Work instructions:
Pull every line containing "Clydesdale" from the data.

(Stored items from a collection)

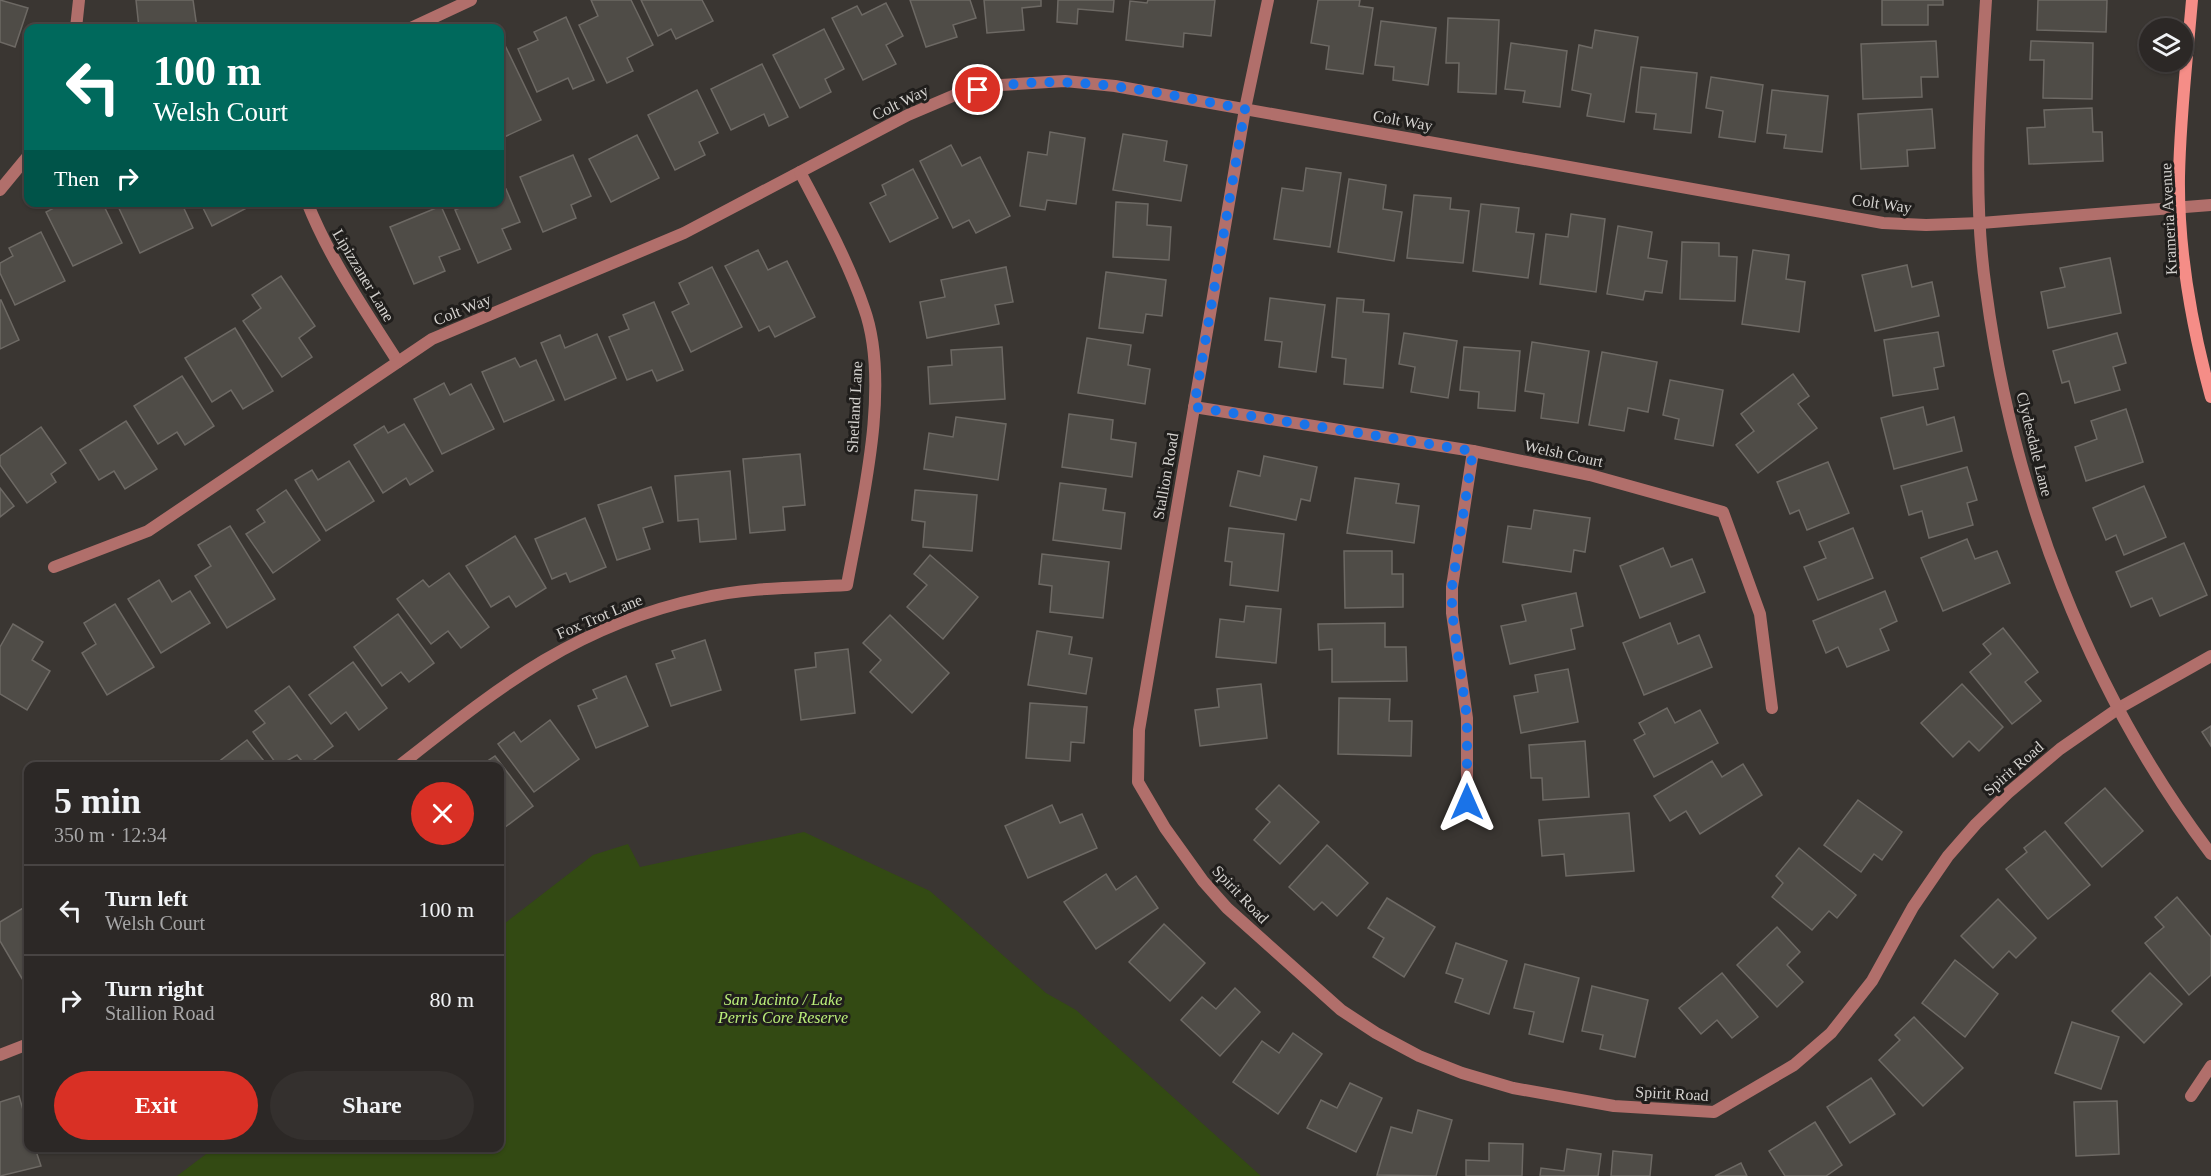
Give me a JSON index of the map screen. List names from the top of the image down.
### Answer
{
  "streets": {
    "street": [
      "Colt Way",
      "Krameria Avenue",
      "Lipizzaner Lane",
      "Shetland Lane",
      "Clydesdale Lane",
      "Welsh Court",
      "Stallion Road",
      "Fox Trot Lane",
      "Spirit Road"
    ]
  },
  "crossings": [
    ["Colt Way", "Krameria Avenue"],
    ["Colt Way", "Lipizzaner Lane"],
    ["Colt Way", "Shetland Lane"],
    ["Colt Way", "Clydesdale Lane"],
    ["Colt Way", "Stallion Road"],
    ["Shetland Lane", "Fox Trot Lane"],
    ["Clydesdale Lane", "Spirit Road"],
    ["Welsh Court", "Stallion Road"],
    ["Stallion Road", "Spirit Road"]
  ],
  "parks": ["San Jacinto / Lake Perris Core Reserve"],
  "page": {
    "turn": ["100 m", "Welsh Court"],
    "then": "Then",
    "heading": ["5 min", "350 m · 12:34"],
    "list": [
      {
        "name": "Turn left",
        "note": "Welsh Court",
        "value": "100 m"
      },
      {
        "name": "Turn right",
        "note": "Stallion Road",
        "value": "80 m"
      }
    ],
    "buttons": ["Exit", "Share"]
  }
}
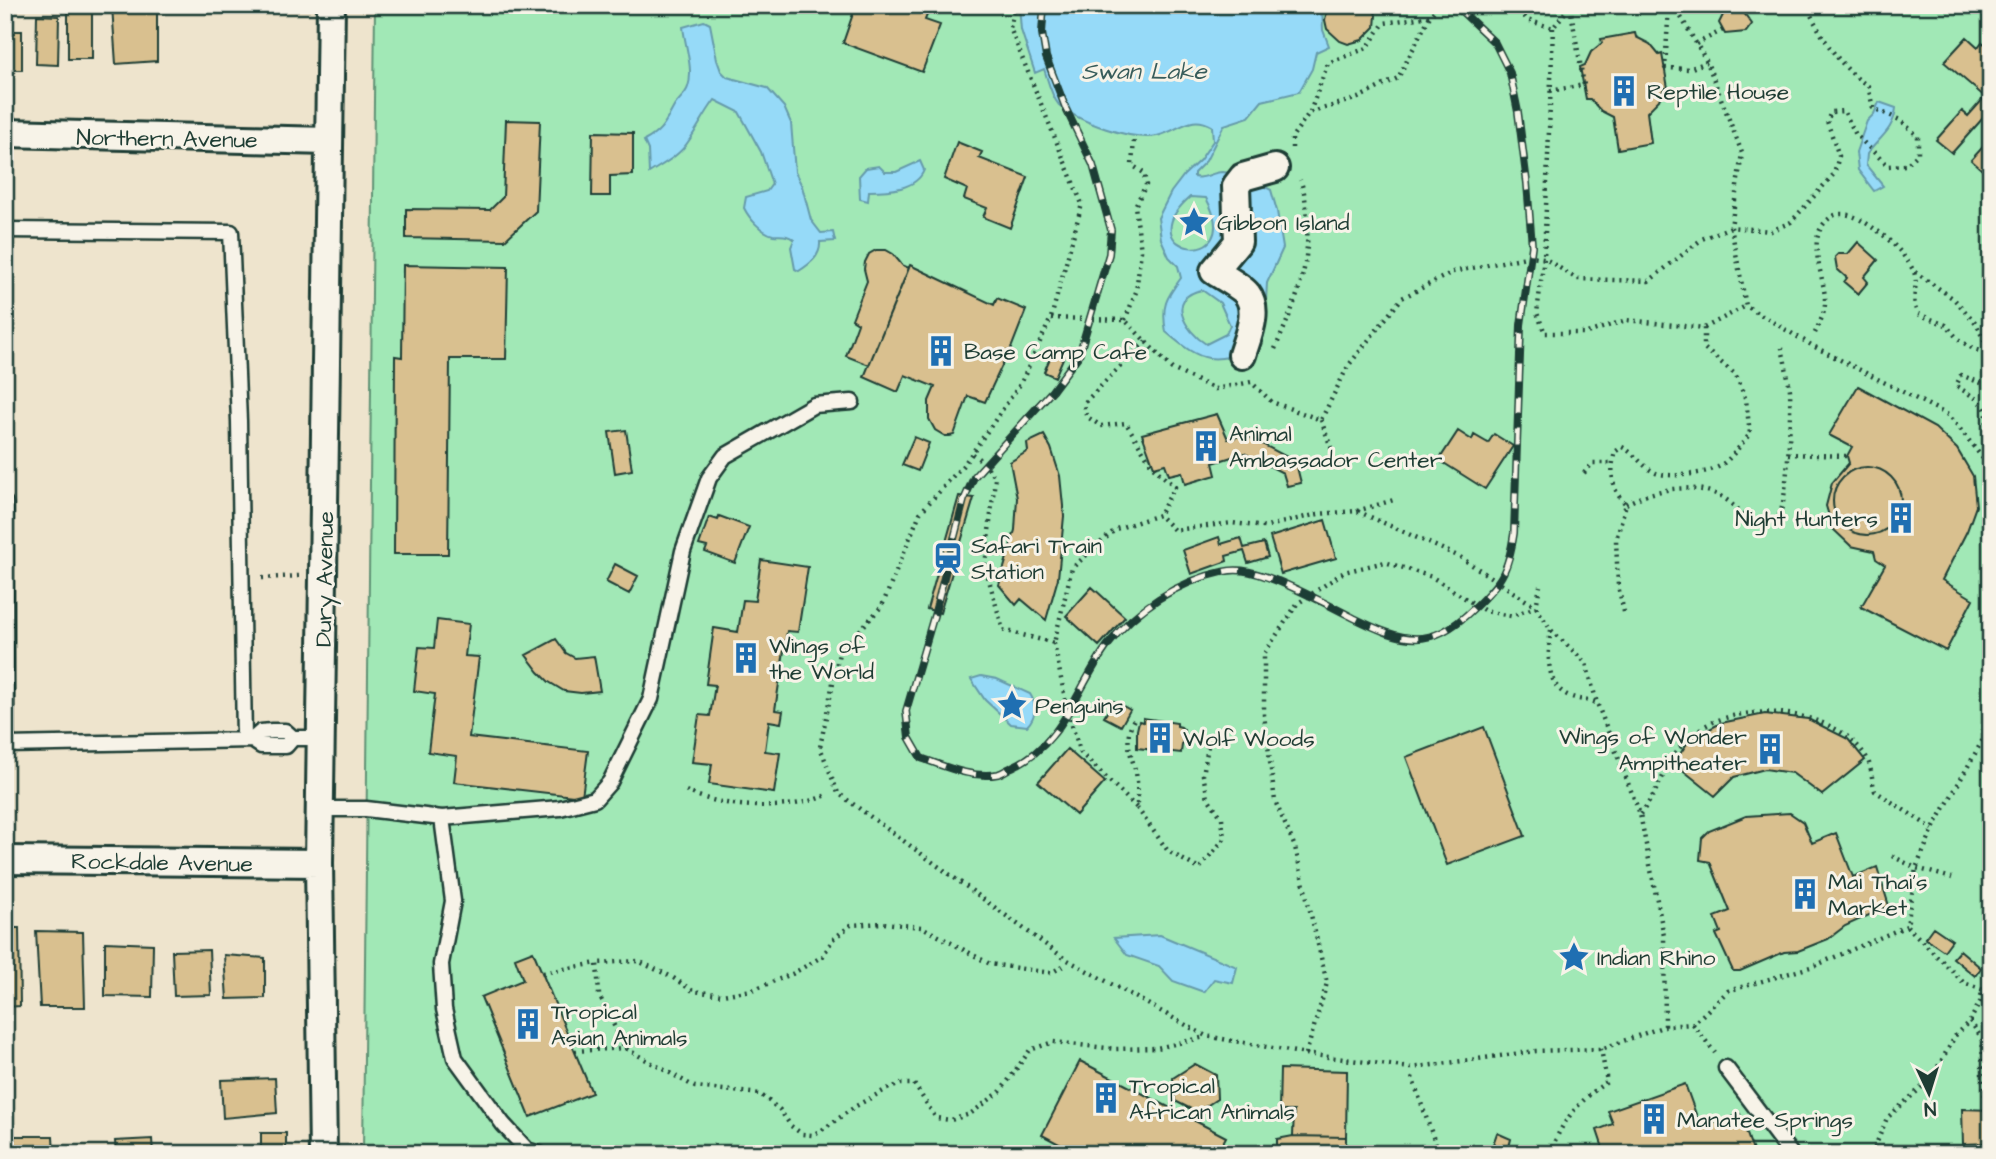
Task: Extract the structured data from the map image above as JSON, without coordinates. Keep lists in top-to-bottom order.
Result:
{
  "streets": {
    "street": ["Northern Avenue", "Dury Avenue", "Rockdale Avenue"]
  },
  "crossings": [
    ["Northern Avenue", "Dury Avenue"],
    ["Dury Avenue", "Rockdale Avenue"]
  ],
  "water": ["Swan Lake"],
  "places": {
    "building": [
      "Reptile House",
      "Base Camp Cafe",
      "Animal Ambassador Center",
      "Night Hunters",
      "Wings of the World",
      "Wolf Woods",
      "Wings of Wonder Ampitheater",
      "Mai Thai's Market",
      "Tropical Asian Animals",
      "Tropical African Animals",
      "Manatee Springs"
    ],
    "place": ["Gibbon Island", "Penguins", "Indian Rhino"],
    "station": ["Safari Train Station"]
  },
  "north": "bottom"
}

Solved problem:
      "Clydesdale Lane",
    ["Colt Way", "Clydesdale Lane"],
    ["Clydesdale Lane", "Spirit Road"],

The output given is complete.